• Raw data:

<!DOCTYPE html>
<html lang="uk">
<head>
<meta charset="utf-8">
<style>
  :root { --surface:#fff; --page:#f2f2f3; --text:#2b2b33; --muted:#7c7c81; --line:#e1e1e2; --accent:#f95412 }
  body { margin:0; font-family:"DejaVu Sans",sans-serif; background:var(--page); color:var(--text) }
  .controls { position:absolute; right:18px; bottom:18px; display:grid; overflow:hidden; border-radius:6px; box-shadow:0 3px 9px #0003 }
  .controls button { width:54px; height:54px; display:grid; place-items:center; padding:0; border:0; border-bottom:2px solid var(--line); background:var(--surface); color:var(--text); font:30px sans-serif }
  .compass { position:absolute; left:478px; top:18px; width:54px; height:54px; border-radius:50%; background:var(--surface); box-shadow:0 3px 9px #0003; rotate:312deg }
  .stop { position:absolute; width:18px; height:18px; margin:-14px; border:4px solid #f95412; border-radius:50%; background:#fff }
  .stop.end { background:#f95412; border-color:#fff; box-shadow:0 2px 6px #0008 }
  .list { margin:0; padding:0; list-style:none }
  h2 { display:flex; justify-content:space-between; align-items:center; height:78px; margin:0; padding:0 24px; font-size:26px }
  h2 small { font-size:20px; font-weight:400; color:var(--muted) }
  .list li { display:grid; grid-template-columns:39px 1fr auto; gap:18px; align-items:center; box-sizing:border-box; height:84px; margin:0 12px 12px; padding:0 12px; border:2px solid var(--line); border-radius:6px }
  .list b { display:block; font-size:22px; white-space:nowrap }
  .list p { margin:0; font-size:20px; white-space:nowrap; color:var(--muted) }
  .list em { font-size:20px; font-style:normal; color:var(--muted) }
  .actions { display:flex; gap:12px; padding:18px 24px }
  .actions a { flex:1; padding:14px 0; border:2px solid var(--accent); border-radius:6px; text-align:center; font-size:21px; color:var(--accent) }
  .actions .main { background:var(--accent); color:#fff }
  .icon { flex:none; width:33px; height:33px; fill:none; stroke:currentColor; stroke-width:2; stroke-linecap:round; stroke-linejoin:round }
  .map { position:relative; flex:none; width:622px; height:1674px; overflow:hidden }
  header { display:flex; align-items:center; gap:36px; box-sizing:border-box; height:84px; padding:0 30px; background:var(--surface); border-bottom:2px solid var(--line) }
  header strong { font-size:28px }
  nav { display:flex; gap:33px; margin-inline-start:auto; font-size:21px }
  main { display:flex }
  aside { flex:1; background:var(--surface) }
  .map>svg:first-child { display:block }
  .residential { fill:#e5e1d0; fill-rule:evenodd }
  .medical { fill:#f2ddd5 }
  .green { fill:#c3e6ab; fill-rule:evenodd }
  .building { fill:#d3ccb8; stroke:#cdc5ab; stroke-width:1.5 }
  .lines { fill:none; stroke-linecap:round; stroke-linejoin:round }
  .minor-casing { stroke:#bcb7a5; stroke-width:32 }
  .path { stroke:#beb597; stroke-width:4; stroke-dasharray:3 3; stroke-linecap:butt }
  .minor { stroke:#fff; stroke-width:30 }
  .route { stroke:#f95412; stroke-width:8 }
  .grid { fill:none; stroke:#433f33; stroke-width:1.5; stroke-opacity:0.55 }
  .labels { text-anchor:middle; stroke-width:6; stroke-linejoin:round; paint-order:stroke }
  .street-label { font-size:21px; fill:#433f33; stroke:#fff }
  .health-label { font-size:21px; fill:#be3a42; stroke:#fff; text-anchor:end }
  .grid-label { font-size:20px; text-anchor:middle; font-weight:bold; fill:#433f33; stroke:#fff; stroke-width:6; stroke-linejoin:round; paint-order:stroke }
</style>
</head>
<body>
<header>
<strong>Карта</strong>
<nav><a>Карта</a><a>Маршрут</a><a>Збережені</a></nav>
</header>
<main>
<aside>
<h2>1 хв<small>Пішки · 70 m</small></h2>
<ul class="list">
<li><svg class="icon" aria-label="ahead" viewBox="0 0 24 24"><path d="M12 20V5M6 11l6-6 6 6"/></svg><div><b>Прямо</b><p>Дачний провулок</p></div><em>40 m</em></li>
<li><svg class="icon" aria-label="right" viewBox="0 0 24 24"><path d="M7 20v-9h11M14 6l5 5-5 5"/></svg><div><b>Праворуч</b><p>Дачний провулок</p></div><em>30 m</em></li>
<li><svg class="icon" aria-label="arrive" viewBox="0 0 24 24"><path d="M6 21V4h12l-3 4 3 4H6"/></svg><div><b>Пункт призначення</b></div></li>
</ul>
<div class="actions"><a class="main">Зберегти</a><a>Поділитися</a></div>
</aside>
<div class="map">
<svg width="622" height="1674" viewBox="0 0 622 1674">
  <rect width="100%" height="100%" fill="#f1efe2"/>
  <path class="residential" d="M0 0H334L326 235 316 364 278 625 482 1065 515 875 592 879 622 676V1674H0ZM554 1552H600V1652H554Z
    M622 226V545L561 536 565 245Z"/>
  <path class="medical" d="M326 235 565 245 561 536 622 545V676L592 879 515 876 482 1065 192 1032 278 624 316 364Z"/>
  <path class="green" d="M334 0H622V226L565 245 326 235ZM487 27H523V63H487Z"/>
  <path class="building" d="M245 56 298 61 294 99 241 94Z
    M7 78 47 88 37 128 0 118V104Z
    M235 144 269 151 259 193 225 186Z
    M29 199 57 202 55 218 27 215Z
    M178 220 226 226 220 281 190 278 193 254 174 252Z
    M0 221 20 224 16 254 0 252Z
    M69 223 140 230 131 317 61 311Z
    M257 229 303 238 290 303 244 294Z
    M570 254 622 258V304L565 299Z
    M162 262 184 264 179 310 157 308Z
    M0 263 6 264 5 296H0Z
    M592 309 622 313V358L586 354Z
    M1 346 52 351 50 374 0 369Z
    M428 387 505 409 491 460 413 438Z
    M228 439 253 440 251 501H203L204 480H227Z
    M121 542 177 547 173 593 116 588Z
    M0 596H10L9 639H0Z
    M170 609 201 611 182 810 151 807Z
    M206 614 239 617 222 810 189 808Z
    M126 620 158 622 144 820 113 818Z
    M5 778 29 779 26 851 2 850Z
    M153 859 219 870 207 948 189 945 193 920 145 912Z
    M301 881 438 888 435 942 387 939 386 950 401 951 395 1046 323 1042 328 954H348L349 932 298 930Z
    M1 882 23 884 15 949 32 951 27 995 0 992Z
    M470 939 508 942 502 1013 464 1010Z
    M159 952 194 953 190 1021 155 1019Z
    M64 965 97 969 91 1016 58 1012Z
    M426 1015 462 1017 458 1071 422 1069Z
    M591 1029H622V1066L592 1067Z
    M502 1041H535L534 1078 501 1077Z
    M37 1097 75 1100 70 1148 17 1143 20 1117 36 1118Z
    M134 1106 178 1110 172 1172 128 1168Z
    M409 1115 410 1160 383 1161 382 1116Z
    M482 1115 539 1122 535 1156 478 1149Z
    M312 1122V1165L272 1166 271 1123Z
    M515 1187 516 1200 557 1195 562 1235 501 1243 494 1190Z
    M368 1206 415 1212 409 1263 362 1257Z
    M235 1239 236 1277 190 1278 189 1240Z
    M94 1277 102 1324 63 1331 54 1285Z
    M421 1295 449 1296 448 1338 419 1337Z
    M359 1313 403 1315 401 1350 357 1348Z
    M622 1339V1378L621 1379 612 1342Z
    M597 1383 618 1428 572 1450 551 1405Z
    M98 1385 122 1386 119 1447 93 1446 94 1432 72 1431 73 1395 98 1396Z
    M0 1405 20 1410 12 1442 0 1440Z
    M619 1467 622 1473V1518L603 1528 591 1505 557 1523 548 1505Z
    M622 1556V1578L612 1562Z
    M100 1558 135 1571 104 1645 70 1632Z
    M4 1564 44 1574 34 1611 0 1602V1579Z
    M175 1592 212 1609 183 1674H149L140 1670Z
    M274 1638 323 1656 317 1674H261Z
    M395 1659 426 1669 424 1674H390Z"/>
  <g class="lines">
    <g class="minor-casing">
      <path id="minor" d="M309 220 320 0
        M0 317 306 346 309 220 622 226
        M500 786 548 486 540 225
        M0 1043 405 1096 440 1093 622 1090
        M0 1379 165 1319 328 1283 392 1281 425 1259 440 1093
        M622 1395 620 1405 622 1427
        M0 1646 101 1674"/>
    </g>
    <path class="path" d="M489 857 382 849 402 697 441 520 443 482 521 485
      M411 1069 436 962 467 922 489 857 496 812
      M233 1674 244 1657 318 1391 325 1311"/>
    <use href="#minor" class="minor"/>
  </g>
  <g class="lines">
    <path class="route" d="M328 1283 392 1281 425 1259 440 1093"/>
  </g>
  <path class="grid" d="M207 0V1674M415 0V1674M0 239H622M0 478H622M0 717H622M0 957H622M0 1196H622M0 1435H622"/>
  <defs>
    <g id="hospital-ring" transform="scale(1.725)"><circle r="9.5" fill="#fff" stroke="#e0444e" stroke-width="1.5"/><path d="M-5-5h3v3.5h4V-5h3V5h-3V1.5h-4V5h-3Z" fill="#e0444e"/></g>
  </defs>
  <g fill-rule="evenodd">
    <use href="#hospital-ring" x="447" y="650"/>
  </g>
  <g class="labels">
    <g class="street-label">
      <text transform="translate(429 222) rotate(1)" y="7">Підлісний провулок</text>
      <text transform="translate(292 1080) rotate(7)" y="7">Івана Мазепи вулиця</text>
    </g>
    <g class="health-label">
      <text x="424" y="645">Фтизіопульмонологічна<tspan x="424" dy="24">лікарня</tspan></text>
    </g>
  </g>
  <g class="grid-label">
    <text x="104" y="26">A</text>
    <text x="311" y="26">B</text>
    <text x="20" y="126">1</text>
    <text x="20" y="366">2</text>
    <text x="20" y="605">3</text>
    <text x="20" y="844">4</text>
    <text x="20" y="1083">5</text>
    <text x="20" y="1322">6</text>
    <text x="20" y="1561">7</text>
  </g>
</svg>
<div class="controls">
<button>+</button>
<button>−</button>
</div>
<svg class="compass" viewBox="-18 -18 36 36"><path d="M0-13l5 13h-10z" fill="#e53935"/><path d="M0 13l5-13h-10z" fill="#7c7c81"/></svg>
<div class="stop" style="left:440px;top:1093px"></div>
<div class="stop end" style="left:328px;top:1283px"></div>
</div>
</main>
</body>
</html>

• Exercise objective: Pull every line containing "list" out of the data above.

• Solved exercise:
  .list { margin:0; padding:0; list-style:none }
  .list li { display:grid; grid-template-columns:39px 1fr auto; gap:18px; align-items:center; box-sizing:border-box; height:84px; margin:0 12px 12px; padding:0 12px; border:2px solid var(--line); border-radius:6px }
  .list b { display:block; font-size:22px; white-space:nowrap }
  .list p { margin:0; font-size:20px; white-space:nowrap; color:var(--muted) }
  .list em { font-size:20px; font-style:normal; color:var(--muted) }
<ul class="list">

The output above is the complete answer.